Dr. Hancıoğlu, "Hastalık korkusu kişisel bir zaaf, güçsüzlük değildir. Bu korkular kişinin kendi iradesi ile yenebileceği durumlar da değildir. Tedavi edilebilir bir rahatsızlıktır, diyen Uzm. Dr. Hancıoğlu, şu açıklamalarda bulundu:
"Günlük yaşamımızda hepimizin uymaya çalıştığı sağlıklı beslenmek, bedensel egzersizlere önem vermek, normal kiloda olmaya çalışmak, yaşa uygun öngörülen sağlık kontrolünden geçmek gibi kuralları yerine getirmek genel olarak günümüzde refah düzeyi arttıkça giderek daha önemsenen bir konudur. Hastalanma kaygısı ya da korkusunun herkeste var olan gerçekçi yanını göstermektedir. Bazı durumlarda bazı kişilerde bu korkunun aşırı ve hastalık düzeyinde olduğunu görürüz. 'Hipokonri' diye de adlandırılan 'hastalık kaygısı' tek başına bir hastalık olarak (hastalık kaygı bozukluğu) şeklinde görülebileceği gibi, depresyon, somatik belirti bozukluğu, panik bozukluğu gibi ruhsal hastalıklar içinde bir belirti ya da onlara eşlik eden hastalık olarak görülebilir."

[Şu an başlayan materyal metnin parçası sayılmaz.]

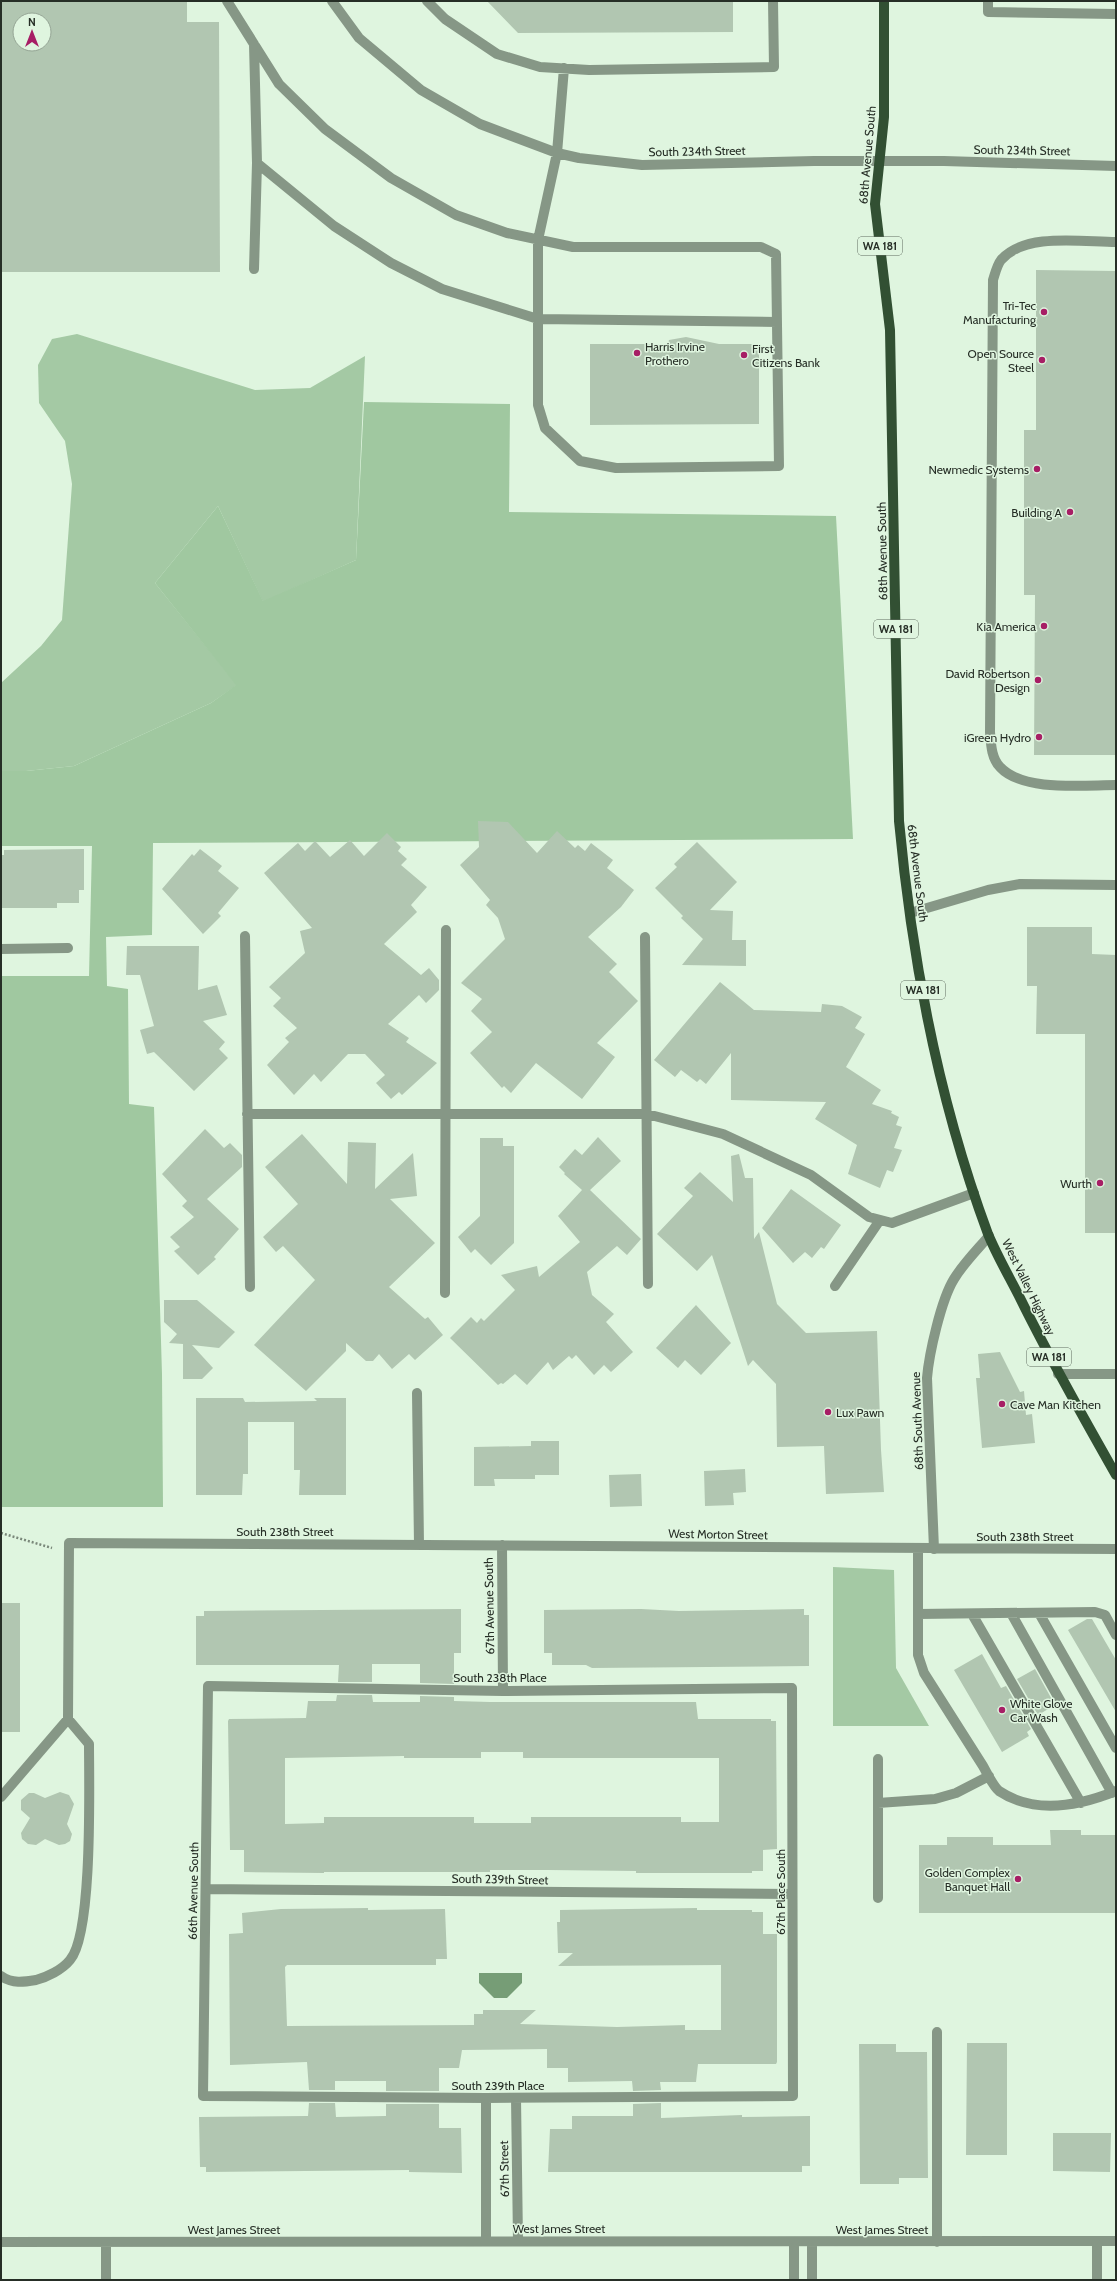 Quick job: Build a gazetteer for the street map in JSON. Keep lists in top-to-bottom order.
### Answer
{
  "streets": {
    "main road": ["68th Avenue South", "WA 181", "West Valley Highway"],
    "street": [
      "South 234th Street",
      "68th South Avenue",
      "South 238th Street",
      "West Morton Street",
      "67th Avenue South",
      "South 238th Place",
      "South 239th Street",
      "66th Avenue South",
      "67th Place South",
      "South 239th Place",
      "67th Street",
      "West James Street"
    ]
  },
  "crossings": [
    ["South 234th Street", "68th Avenue South"],
    ["68th Avenue South", "West Valley Highway"],
    ["68th Avenue South", "68th South Avenue"],
    ["West Valley Highway", "68th South Avenue"],
    ["68th South Avenue", "South 238th Street"],
    ["68th South Avenue", "West Morton Street"],
    ["South 238th Street", "West Morton Street"],
    ["South 238th Street", "67th Avenue South"],
    ["West Morton Street", "67th Avenue South"],
    ["67th Avenue South", "South 238th Place"],
    ["South 238th Place", "66th Avenue South"],
    ["South 238th Place", "67th Place South"],
    ["South 239th Street", "66th Avenue South"],
    ["South 239th Street", "67th Place South"],
    ["66th Avenue South", "South 239th Place"],
    ["67th Place South", "South 239th Place"],
    ["South 239th Place", "67th Street"],
    ["67th Street", "West James Street"]
  ],
  "places": [
    "Tri-Tec Manufacturing",
    "Harris Irvine Prothero",
    "First Citizens Bank",
    "Open Source Steel",
    "Newmedic Systems",
    "Building A",
    "Kia America",
    "David Robertson Design",
    "iGreen Hydro",
    "Wurth",
    "Cave Man Kitchen",
    "Lux Pawn",
    "White Glove Car Wash",
    "Golden Complex Banquet Hall"
  ],
  "north": "top"
}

Kent Hastanesi Psikiyatri Uzmanı Dr. Hancıoğlu sözlerini şöyle sürdürdü: 
"Hekimler çoğunlukla bedensel bir hastalık saptamadıklarını, psikolojik(ruhsal) bir hastalık düşündüklerini açıkladıklarında da hastalar bedensel şikayetleri devam ettiği için hekimin değerlendirmesine güvenmeyerek de başka doktor ve tıbbi incelemelerin peşine düşerler. Yapılan araştırmalar hastalanma kaygısı/korkusunun diğer hastalıklı korkulara (fobiler) benzediğini, kişinin kendi seçimi olmadığını, yaptığı yanlışlar sonucu oluşmadığı, kişisel bir güçsüzlük olmadığını göstermiştir. Bu korkular kişinin kendi iradesi ile yenebileceği durumlar değildir. Nörobiyolojisini giderek daha iyi anlayabildiğimiz ve SSRI dediğimiz ilaçlar ve bilişel davranışçı tedavi yöntemleri ile tedavi edilebilir psikiyatrik rahatsızlıklardır."